What needs to be done: Scan the entries for lines with the word "rotate", then copy those lines.

Stored data entries:
★ ★ ★

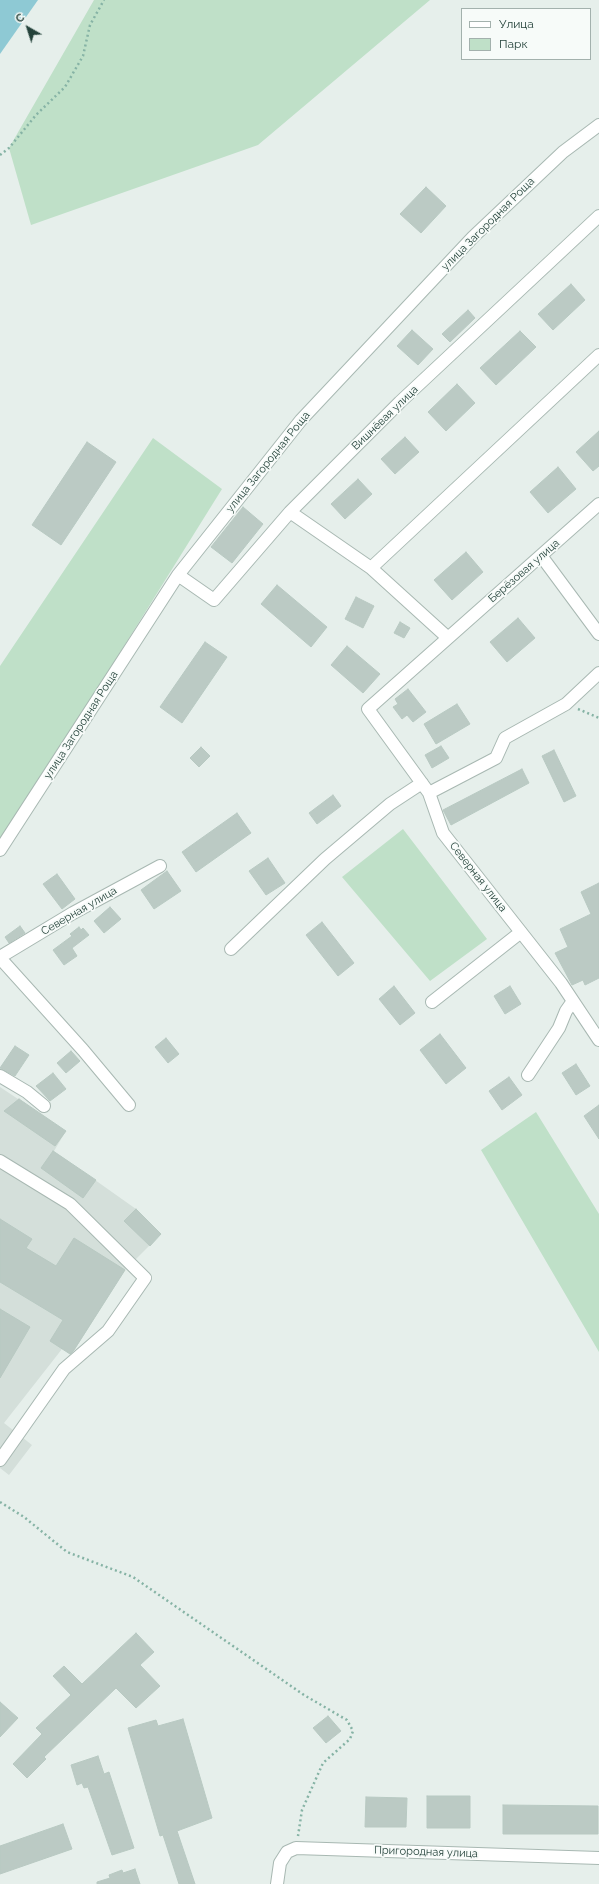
<!DOCTYPE html>
<meta charset="utf-8">
<style>
body{margin:0}
#map{position:relative;width:599px;height:1884px;overflow:hidden;background:#e6efeb;font-family:Raleway,sans-serif}
canvas{display:block}
.legend{position:absolute;left:461px;top:8px;width:130px;height:52px;box-sizing:border-box;background:#f7fbf9;border:1px solid #a3b1ad;margin:0;padding:5px 7px;list-style:none;font-size:12px;color:#24423a}
.legend li{display:flex;align-items:center;gap:8px;height:20px}
.legend b{width:20px;border:1px solid #a3b1ad}
.north{position:absolute;left:8px;top:8px;width:40px;height:40px;-webkit-text-stroke:3px #f7fbf9;paint-order:stroke;rotate:321deg;font-size:11px;font-weight:700;line-height:16px;text-align:center;color:#24423a}
.north::after{content:'';display:block;margin:auto;width:14px;height:18px;background:#24423a;clip-path:polygon(50% 0,100% 100%,50% 72%,0 100%)}
</style>
<div id="map">
<canvas width="599" height="1884"></canvas>
<ul class="legend">
<li><b style="height:5px;background:#fff"></b>Улица</li>
<li><b style="height:11px;background:#bfe0c8"></b>Парк</li>
</ul>
<div class="north">С</div>
</div>
<script>
const c = document.querySelector('canvas').getContext('2d');
c.lineJoin = 'round';
function paint(path, color) {
  c.fillStyle = color;
  c.fill(path, 'evenodd');
}
function toPath(rows) {
  const path = new Path2D();
  for (const r of rows) {
    path.moveTo(r[0], r[1]);
    for (let i = 2; i < r.length; i += 2) path.lineTo(r[i], r[i + 1]);
  }
  return path;
}
function trace(path, color, width, dash) {
  c.strokeStyle = color;
  c.lineWidth = width;
  c.lineCap = dash ? 'butt' : 'round';
  c.setLineDash(dash || []);
  c.stroke(path);
}
function write(font, color, halo, rows, align = 'center') {
  c.font = font + ' Raleway,sans-serif';
  c.lineWidth = 3.5;
  c.setLineDash([]);
  c.textBaseline = 'middle';
  c.strokeStyle = halo;
  c.fillStyle = color;
  for (const [text, x, y, turn = 0] of rows) {
    c.save();
    c.translate(x, y);
    c.rotate((+turn || 0) * Math.PI / 180);
    c.textAlign = isNaN(turn) ? turn : align;
    if (halo) c.strokeText(text, 0, 0);
    c.fillText(text, 0, 0);
    c.restore();
  }
}
paint(toPath([
 [0,1087,66,1131,54,1151,136,1209,161,1234,125,1270,72,1354,62,1349,4,1423,32,1445,9,1475,0,1468]
]), '#d4dfda');
paint(toPath([
 [94,0,430,0,258,145,31,225,9,148],
 [153,438,222,489,0,845,0,666],
 [403,829,487,939,430,981,342,877],
 [536,1112,599,1214,599,1352,481,1150]
]), '#bfe0c8');
paint(toPath([
 [0,0,38,0,0,54]
]), '#8ec9d4');
const building = toPath([
 [426,187,446,206,421,233,400,214,426,187],
 [571,284,585,300,553,330,538,314,571,284],
 [468,310,475,318,450,342,442,334,468,310],
 [412,330,433,349,418,365,397,346,412,330],
 [520,331,536,347,496,385,480,368,520,331],
 [457,384,475,403,446,431,428,412,457,384],
 [599,431,599,466,593,471,576,452,599,431],
 [405,437,419,452,395,474,381,459,405,437],
 [87,442,116,462,61,545,32,525,87,442],
 [558,467,576,489,548,513,530,492,558,467],
 [358,479,372,494,345,519,331,504,358,479],
 [243,507,263,524,232,563,211,547,243,507],
 [466,552,483,572,452,600,434,580,466,552],
 [277,585,327,627,311,647,261,604,277,585],
 [356,597,374,606,363,628,345,619,356,597],
 [518,618,535,638,507,662,490,642,518,618],
 [400,622,410,628,404,638,394,633,400,622],
 [205,642,227,657,182,723,160,707,205,642],
 [347,646,380,674,363,693,331,665,347,646],
 [408,689,426,712,413,722,407,715,402,719,393,707,398,704,395,699,408,689],
 [457,704,470,724,436,744,424,724,457,704],
 [441,746,449,758,432,768,425,755,441,746],
 [201,747,210,756,199,767,190,758,201,747],
 [554,750,576,796,564,802,542,756,554,750],
 [522,769,529,783,451,825,443,810,522,769],
 [333,795,341,806,317,824,309,813,333,795],
 [237,813,251,833,196,872,182,852,237,813],
 [268,858,285,883,266,895,249,871,268,858],
 [167,871,181,891,154,909,141,890,167,871],
 [57,874,75,899,62,909,43,884,57,874],
 [599,883,599,978,585,985,583,980,572,985,555,953,568,947,560,929,591,914,581,892,599,883],
 [110,907,121,919,104,933,94,921,110,907],
 [322,922,354,963,338,976,306,935,322,922],
 [20,926,25,933,9,943,5,937,20,926],
 [79,927,81,930,83,928,89,935,72,948,77,956,64,965,53,950,72,936,70,934,79,927],
 [394,986,415,1013,400,1025,379,999,394,986],
 [510,986,521,1004,505,1014,494,996,510,986],
 [440,1034,466,1068,446,1084,420,1050,440,1034],
 [166,1038,179,1054,168,1063,155,1047,166,1038],
 [15,1046,29,1055,15,1076,0,1068,15,1046],
 [71,1051,80,1061,66,1073,57,1063,71,1051],
 [576,1064,590,1086,576,1095,562,1073,576,1064],
 [53,1073,66,1089,50,1101,36,1086,53,1073],
 [509,1077,522,1095,502,1110,489,1091,509,1077],
 [19,1099,66,1131,55,1146,4,1111,19,1099],
 [599,1105,599,1139,584,1116,599,1105],
 [53,1151,96,1180,83,1198,41,1168,53,1151],
 [136,1209,161,1234,150,1246,124,1221,136,1209],
 [0,1219,32,1239,26,1248,56,1266,74,1238,125,1270,74,1350,70,1354,50,1341,63,1320,0,1282,0,1219],
 [0,1309,30,1327,0,1378,0,1309],
 [136,1633,154,1652,140,1665,160,1686,136,1708,116,1688,44,1757,46,1759,27,1778,13,1764,42,1734,36,1728,71,1695,53,1676,64,1666,82,1684,136,1633],
 [0,1702,18,1718,0,1737,0,1702],
 [328,1716,341,1731,326,1743,313,1728,328,1716],
 [183,1719,212,1818,177,1831,195,1884,179,1884,163,1835,160,1836,128,1728,156,1720,158,1726,183,1719],
 [98,1756,104,1774,109,1772,134,1848,112,1855,88,1787,84,1788,82,1783,77,1785,71,1765,98,1756],
 [427,1796,470,1796,470,1828,427,1828,427,1796],
 [366,1797,407,1798,406,1827,365,1827,366,1797],
 [503,1805,598,1806,598,1834,503,1834,503,1805],
 [63,1824,72,1849,0,1874,0,1846,63,1824],
 [135,1869,140,1884,97,1884,97,1882,110,1878,109,1875,122,1870,123,1873,135,1869]
]);
paint(building, '#bbcac4');
trace(building, '#b8c9c2', 1);
const minor = toPath([
 [599,504,368,709,429,793,443,833,561,983,599,1040],
 [290,512,371,568,447,637],
 [542,557,599,634],
 [371,568,599,355],
 [178,575,214,600,290,512,400,402,599,216],
 [429,793,496,758,505,738,566,704,599,673],
 [0,850,178,575,301,420,473,237,563,152,599,125],
 [231,949,325,859,390,804,422,783],
 [0,957,73,913,160,866],
 [0,958,83,1050,129,1105],
 [432,1002,521,932],
 [528,1075,559,1028,566,1011,573,1001],
 [0,1076,27,1092,44,1106],
 [0,1161,70,1204,145,1278,108,1331,64,1369,0,1460],
 [277,1884,280,1863,287,1852,296,1848,599,1858]
]);
trace(minor, '#a8b8b2', 14);
trace(toPath([
 [0,155,9,148,36,115,65,87,83,56,90,25,104,0],
 [578,709,599,718],
 [0,1502,24,1517,67,1552,133,1577,304,1695,347,1720,353,1731,350,1739,323,1763,302,1810,298,1836]
]), '#86b3a5', 2.5, [2, 3]);
trace(minor, '#fff', 12);
write('11px', '#24423a', '#f7fbf9', [
 ["улица Загородная Роща",488,224,-45],
 ["Вишнёвая улица",385,418,-44],
 ["улица Загородная Роща",268,462,-51],
 ["Берёзовая улица",524,571,-41],
 ["улица Загородная Роща",81,725,-57],
 ["Северная улица",478,877,52],
 ["Северная улица",79,911,-30],
 ["Пригородная улица",426,1852,2]
]);
</script>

★ ★ ★

Answer to this exercise:
.north{position:absolute;left:8px;top:8px;width:40px;height:40px;-webkit-text-stroke:3px #f7fbf9;paint-order:stroke;rotate:321deg;font-size:11px;font-weight:700;line-height:16px;text-align:center;color:#24423a}
    c.rotate((+turn || 0) * Math.PI / 180);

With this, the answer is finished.